▶ **Problem requirements**
Look through the listing below for the word "image" and copy every line where it occurs.

▶ **Record excerpts**

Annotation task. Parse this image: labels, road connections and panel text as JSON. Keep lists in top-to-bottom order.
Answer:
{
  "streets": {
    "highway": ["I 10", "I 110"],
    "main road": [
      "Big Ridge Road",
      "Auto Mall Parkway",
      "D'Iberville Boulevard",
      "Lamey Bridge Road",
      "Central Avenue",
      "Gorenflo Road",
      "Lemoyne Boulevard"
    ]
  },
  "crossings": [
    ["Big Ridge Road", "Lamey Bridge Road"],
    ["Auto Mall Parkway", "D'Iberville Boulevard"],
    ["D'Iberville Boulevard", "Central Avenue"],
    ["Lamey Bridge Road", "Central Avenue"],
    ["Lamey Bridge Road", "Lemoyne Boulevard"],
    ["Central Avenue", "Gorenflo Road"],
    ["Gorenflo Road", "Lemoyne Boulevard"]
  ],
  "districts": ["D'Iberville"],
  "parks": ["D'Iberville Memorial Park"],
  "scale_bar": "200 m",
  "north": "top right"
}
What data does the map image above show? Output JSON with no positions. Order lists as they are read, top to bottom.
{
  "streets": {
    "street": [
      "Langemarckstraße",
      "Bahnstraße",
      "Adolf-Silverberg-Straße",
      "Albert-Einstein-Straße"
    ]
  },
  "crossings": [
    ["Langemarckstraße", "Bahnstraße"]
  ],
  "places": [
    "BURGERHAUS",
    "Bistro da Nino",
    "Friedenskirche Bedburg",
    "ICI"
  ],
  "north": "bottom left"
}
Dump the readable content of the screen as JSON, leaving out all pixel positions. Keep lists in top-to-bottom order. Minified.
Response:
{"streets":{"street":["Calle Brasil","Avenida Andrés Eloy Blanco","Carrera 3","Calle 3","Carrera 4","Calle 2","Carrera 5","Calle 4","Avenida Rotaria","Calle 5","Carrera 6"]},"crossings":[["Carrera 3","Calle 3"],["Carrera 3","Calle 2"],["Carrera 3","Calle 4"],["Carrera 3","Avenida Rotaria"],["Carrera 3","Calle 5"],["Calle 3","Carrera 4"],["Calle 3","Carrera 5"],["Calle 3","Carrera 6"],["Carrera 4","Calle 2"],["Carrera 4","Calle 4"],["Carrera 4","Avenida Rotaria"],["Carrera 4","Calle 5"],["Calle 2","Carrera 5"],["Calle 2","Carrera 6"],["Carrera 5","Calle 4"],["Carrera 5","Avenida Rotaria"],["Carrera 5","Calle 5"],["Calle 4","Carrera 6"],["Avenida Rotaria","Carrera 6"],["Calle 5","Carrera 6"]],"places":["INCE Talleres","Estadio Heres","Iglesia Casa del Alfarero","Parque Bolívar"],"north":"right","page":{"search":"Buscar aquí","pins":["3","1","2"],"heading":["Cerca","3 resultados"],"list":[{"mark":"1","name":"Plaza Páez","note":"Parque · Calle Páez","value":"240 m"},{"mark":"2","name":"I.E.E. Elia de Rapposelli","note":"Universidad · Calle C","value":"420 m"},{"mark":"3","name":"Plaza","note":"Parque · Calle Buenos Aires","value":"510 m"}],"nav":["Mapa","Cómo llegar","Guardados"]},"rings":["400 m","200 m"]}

▶ **Problem solution**
Annotation task. Parse this image: labels, road connections and panel text as JSON. Keep lists in top-to-bottom order.
What data does the map image above show? Output JSON with no positions. Order lists as they are read, top to bottom.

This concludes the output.